:: GIVEN DATA ::

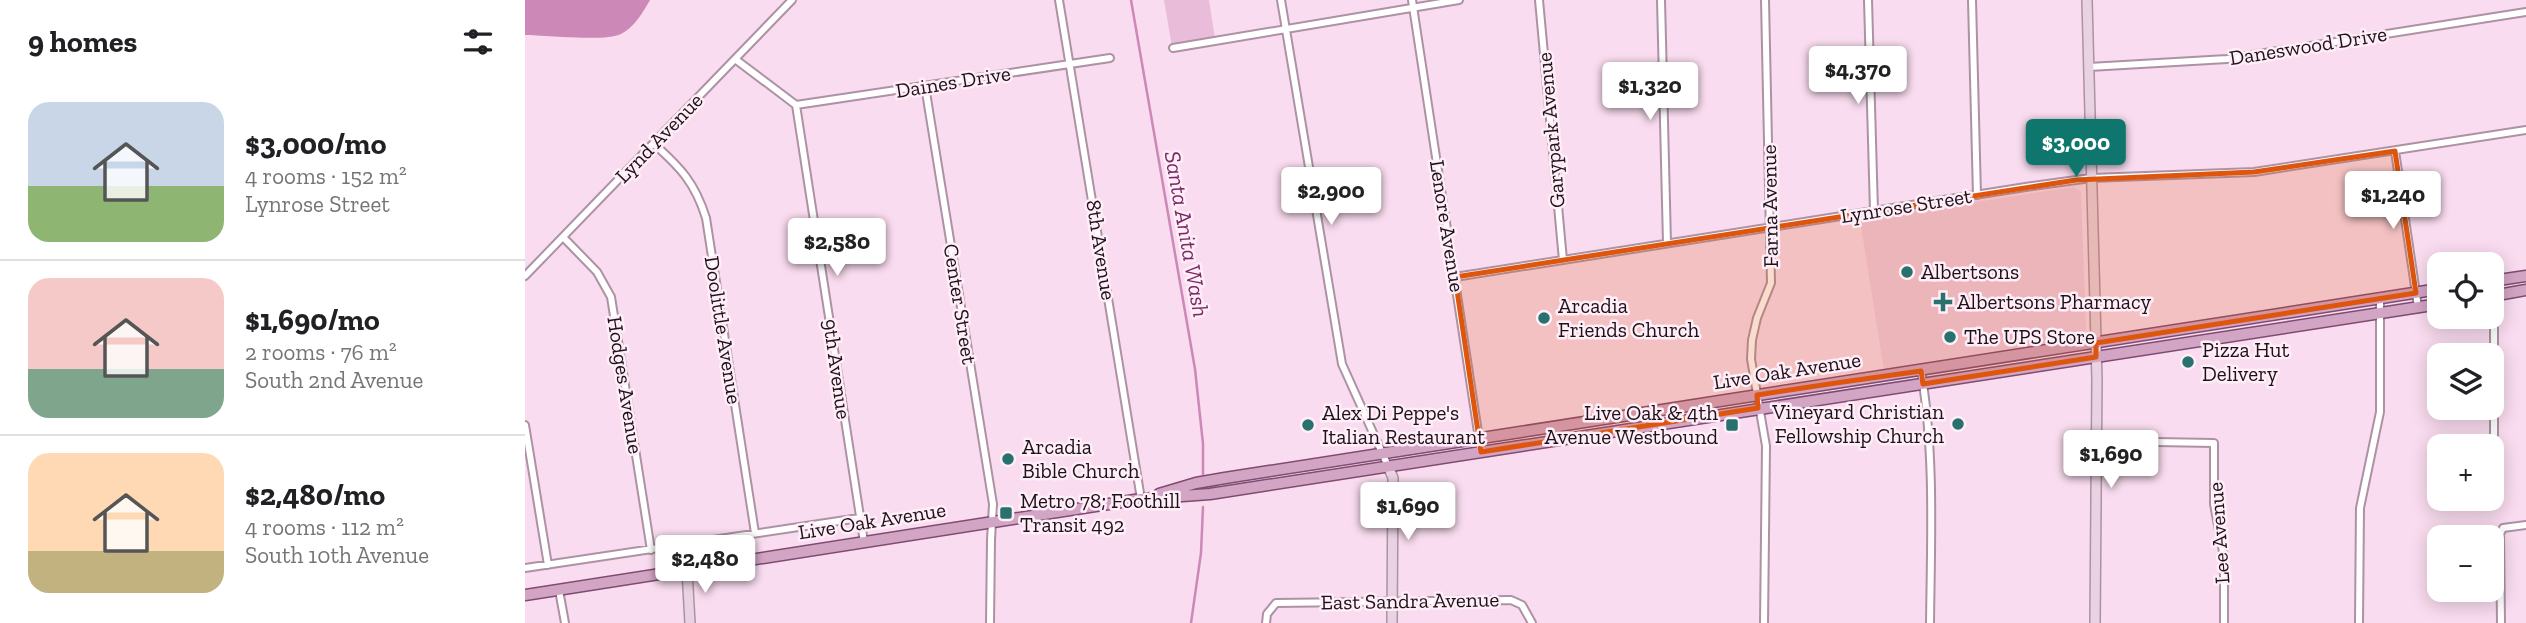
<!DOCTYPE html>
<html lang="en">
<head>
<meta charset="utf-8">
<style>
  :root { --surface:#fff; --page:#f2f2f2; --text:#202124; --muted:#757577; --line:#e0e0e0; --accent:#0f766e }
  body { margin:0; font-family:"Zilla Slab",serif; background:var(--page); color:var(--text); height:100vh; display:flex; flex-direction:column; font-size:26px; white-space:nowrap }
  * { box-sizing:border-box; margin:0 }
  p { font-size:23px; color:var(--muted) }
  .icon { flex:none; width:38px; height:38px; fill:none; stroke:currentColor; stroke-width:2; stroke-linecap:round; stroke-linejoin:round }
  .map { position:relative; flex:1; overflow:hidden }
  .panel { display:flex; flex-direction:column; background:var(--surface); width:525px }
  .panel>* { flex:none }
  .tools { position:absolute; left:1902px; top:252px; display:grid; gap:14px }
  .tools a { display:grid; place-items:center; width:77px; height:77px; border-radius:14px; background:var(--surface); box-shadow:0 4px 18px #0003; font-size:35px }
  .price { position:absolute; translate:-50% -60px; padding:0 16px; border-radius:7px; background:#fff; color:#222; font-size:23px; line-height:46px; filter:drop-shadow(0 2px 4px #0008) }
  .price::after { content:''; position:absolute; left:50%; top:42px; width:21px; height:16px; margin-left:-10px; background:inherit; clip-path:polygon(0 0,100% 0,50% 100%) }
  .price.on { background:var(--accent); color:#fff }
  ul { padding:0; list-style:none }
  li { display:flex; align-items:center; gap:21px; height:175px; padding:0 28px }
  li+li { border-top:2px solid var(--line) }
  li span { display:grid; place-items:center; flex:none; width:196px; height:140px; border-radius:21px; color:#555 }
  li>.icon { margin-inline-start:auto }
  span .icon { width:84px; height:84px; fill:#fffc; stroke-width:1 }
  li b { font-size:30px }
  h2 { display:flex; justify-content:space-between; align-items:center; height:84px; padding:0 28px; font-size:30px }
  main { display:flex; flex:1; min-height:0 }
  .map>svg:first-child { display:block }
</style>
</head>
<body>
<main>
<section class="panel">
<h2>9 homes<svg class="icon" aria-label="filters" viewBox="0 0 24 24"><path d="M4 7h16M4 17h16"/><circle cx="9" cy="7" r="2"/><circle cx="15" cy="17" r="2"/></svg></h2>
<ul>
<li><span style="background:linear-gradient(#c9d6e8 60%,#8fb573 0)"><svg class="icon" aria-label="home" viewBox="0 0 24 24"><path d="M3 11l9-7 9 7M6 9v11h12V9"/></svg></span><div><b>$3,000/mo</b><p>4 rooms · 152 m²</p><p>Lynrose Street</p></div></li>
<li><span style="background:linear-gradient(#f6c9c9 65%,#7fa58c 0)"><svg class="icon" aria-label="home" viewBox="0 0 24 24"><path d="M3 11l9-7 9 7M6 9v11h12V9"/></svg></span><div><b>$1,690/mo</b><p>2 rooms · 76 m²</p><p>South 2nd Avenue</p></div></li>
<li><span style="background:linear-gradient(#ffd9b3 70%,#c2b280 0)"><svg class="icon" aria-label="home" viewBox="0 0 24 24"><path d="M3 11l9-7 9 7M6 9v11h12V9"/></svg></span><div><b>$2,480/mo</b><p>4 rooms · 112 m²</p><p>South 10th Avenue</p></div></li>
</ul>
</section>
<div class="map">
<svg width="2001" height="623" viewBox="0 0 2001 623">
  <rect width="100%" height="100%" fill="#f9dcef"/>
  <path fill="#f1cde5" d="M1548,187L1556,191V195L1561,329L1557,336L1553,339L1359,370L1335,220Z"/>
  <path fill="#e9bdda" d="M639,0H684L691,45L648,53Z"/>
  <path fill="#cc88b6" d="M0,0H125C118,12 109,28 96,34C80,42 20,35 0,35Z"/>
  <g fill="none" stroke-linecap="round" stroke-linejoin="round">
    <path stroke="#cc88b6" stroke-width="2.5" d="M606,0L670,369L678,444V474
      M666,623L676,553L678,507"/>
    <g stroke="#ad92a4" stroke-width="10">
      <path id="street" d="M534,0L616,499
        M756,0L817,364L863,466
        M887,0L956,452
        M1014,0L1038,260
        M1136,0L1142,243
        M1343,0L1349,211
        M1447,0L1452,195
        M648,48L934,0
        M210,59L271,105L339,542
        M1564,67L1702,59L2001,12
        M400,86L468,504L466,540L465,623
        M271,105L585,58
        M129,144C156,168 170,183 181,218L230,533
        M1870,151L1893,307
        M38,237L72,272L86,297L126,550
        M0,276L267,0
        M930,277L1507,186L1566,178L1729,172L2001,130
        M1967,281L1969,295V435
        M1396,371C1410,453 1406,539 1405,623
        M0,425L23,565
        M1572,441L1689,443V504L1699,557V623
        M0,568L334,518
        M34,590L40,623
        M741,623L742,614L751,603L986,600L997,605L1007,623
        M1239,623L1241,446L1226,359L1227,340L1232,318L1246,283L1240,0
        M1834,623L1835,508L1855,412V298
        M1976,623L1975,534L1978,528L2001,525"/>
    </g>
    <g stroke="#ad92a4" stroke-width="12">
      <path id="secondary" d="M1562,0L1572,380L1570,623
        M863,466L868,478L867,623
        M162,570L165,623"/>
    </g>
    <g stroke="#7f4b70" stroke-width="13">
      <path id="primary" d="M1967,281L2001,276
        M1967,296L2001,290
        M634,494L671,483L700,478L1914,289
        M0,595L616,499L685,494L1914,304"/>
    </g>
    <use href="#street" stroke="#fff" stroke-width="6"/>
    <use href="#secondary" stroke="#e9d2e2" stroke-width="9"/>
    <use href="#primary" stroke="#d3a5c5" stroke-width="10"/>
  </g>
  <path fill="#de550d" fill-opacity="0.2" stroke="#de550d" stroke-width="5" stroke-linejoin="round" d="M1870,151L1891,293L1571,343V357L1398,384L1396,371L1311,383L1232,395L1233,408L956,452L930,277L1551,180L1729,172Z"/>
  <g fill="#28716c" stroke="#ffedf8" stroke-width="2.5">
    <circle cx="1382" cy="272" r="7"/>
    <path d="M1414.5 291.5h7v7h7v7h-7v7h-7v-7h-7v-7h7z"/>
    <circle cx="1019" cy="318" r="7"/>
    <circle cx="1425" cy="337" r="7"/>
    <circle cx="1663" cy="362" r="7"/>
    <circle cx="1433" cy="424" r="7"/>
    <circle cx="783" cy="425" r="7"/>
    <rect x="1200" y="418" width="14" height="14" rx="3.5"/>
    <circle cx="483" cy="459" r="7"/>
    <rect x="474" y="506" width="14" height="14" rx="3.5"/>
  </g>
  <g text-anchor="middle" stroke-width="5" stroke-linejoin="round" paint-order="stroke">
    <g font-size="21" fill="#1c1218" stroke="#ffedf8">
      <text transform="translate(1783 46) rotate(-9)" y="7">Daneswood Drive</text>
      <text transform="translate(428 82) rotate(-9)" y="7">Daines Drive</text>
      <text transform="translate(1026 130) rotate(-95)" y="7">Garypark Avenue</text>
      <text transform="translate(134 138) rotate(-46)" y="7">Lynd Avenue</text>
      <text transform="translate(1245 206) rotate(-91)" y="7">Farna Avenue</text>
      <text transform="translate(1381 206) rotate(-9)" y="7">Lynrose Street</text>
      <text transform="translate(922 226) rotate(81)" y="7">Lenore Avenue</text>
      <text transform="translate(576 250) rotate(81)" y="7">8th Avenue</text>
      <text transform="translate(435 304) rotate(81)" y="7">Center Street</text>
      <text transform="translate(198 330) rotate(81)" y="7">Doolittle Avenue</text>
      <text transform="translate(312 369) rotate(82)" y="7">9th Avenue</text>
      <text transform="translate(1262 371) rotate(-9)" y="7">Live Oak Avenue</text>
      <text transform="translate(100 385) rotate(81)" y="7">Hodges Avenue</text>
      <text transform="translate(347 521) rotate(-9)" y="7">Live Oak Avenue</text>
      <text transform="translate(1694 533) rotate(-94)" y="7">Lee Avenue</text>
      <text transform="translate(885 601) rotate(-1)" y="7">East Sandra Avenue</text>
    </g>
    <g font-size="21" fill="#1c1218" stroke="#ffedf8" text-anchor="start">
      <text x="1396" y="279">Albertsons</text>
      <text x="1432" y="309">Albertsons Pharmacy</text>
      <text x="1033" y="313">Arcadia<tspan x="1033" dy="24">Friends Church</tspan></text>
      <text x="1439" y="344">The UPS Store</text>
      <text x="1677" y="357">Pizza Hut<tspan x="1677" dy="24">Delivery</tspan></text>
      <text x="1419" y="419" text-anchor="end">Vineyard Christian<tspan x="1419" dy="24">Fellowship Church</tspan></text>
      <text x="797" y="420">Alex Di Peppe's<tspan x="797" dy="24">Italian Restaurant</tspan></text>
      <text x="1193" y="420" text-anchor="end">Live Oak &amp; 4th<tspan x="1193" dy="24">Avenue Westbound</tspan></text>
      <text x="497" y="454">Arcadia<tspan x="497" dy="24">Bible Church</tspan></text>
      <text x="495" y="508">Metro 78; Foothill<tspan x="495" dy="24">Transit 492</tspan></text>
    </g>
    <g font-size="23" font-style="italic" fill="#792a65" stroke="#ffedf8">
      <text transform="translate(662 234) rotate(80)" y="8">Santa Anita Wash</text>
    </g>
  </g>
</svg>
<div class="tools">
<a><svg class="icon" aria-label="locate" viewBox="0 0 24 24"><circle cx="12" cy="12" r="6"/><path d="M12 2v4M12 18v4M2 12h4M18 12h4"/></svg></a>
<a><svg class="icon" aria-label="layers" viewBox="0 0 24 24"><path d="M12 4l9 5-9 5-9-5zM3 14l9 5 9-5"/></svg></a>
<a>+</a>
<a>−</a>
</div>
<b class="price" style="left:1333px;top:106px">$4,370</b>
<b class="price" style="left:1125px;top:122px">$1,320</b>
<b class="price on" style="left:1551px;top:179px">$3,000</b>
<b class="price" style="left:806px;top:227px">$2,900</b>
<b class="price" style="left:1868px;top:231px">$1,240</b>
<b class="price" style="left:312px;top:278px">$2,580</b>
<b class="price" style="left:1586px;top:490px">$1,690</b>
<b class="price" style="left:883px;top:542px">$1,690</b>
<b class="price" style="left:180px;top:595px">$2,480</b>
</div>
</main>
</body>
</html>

:::
:: GIVEN DATA ::

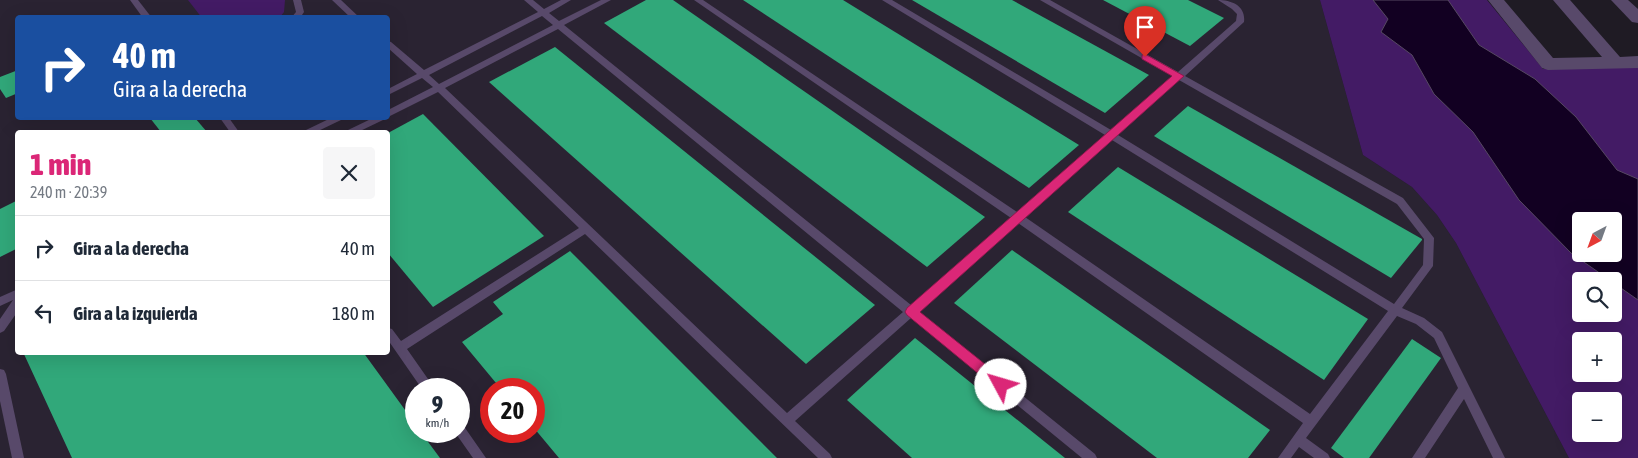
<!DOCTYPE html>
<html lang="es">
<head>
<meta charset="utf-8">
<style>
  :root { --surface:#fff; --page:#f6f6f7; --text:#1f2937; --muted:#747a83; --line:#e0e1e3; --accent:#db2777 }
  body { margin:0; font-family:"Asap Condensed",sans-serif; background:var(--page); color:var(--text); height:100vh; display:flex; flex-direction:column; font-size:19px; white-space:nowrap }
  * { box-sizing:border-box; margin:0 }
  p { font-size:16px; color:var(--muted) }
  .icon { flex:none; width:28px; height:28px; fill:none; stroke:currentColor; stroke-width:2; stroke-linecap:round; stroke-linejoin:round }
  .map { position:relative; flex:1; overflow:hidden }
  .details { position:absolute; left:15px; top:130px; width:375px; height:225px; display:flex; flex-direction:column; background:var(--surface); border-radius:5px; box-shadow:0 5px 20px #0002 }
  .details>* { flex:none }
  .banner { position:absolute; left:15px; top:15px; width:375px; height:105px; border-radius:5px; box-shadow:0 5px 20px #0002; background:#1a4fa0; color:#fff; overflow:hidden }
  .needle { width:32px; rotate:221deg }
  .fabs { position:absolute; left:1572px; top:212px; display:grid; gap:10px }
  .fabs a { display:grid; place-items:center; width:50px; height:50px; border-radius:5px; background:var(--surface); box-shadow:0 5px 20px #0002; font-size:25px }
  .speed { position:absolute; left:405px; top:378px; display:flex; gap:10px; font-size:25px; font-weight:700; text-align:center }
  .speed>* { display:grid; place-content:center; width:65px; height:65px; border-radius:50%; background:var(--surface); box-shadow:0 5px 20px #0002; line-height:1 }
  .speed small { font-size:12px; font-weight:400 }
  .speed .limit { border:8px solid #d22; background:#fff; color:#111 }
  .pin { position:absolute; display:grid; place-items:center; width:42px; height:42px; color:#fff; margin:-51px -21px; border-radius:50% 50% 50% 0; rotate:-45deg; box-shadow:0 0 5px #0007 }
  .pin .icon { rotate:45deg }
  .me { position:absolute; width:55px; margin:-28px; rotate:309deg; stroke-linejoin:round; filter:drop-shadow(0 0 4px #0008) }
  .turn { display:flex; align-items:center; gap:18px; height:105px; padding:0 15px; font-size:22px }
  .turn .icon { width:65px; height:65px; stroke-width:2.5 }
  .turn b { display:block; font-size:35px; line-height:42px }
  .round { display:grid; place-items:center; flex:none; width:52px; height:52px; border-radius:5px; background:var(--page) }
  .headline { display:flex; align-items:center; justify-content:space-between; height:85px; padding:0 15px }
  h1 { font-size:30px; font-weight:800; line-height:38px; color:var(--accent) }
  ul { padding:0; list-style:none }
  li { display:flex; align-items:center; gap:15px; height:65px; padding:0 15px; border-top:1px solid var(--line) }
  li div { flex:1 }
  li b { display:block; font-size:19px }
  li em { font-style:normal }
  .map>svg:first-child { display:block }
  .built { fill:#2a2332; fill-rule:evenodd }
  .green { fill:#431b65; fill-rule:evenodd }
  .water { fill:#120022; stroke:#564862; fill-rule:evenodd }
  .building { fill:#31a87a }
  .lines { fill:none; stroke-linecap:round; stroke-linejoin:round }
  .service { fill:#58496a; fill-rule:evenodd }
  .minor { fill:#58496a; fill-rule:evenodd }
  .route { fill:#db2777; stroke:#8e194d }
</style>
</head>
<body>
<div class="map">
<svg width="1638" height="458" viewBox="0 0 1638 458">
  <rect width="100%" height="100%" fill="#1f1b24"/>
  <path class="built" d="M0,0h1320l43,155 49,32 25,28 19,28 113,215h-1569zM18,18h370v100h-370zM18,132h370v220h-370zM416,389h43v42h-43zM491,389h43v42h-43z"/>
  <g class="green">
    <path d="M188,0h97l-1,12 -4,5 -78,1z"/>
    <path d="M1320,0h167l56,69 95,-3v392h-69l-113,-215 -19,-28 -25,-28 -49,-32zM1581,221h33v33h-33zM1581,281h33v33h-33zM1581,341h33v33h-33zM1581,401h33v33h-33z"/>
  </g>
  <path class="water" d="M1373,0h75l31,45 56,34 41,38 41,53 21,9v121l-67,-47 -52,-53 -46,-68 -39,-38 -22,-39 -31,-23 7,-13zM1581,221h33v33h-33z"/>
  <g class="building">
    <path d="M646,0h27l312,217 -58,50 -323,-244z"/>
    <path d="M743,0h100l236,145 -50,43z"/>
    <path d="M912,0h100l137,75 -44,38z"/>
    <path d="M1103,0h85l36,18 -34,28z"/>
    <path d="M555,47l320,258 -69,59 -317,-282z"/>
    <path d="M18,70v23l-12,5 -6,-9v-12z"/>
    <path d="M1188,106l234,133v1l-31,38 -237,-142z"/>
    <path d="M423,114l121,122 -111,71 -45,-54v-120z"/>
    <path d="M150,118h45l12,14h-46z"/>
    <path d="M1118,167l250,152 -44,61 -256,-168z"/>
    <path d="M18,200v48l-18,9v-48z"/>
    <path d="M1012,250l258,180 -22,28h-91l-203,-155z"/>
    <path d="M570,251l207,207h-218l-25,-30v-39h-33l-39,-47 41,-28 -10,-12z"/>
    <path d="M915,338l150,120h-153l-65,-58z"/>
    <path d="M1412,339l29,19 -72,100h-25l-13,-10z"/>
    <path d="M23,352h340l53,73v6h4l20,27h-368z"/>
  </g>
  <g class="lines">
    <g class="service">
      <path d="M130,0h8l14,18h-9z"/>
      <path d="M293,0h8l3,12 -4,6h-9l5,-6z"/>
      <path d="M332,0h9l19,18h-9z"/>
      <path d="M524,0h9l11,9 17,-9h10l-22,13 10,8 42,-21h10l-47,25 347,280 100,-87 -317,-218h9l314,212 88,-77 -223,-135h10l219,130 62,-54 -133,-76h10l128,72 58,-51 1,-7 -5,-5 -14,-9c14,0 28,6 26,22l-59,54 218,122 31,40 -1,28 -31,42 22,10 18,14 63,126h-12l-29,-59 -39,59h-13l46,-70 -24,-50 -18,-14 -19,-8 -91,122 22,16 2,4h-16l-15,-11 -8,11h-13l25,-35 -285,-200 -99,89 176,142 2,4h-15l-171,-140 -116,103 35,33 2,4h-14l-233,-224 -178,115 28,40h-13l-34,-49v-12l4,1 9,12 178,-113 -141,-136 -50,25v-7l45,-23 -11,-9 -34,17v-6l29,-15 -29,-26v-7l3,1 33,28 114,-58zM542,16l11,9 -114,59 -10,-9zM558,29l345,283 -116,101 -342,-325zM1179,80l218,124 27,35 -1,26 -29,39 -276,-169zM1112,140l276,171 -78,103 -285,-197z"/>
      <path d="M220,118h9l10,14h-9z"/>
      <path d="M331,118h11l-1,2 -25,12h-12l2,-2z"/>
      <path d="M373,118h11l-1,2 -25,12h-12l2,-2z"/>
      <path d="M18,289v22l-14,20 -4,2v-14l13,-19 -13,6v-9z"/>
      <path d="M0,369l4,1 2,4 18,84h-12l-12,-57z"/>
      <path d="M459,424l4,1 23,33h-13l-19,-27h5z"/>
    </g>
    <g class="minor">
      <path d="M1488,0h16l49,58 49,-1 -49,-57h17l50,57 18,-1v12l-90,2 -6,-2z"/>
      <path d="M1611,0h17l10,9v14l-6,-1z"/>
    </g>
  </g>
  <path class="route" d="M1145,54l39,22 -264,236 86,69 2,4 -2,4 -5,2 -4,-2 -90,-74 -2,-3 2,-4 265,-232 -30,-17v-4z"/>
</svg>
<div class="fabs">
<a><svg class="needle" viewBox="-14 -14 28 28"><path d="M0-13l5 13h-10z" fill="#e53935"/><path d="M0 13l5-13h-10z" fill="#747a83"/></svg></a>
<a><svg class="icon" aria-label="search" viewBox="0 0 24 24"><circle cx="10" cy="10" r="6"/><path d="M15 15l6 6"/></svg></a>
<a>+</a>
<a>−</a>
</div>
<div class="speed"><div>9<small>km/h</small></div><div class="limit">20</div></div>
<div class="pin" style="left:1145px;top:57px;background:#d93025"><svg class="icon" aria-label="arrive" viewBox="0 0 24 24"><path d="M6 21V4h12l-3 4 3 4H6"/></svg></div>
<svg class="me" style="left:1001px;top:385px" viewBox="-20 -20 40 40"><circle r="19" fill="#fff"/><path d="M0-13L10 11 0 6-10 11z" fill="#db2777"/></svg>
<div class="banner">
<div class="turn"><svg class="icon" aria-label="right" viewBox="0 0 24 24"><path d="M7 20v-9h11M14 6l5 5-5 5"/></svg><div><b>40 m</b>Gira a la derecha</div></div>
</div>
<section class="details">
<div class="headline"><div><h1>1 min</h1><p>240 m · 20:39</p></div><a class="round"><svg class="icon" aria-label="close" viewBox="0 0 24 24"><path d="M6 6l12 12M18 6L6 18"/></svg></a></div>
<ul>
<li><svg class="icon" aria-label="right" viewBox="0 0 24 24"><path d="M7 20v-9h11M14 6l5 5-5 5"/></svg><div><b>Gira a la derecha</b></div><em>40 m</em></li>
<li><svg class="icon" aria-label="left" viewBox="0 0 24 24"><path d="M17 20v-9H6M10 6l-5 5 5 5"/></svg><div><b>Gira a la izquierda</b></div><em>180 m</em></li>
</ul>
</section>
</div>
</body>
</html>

:::

◆ **TO DO**: Could you copy every line from the records that mentions the word "tools"?

◆ **EXPECTED ANSWER**:
  .tools { position:absolute; left:1902px; top:252px; display:grid; gap:14px }
  .tools a { display:grid; place-items:center; width:77px; height:77px; border-radius:14px; background:var(--surface); box-shadow:0 4px 18px #0003; font-size:35px }
<div class="tools">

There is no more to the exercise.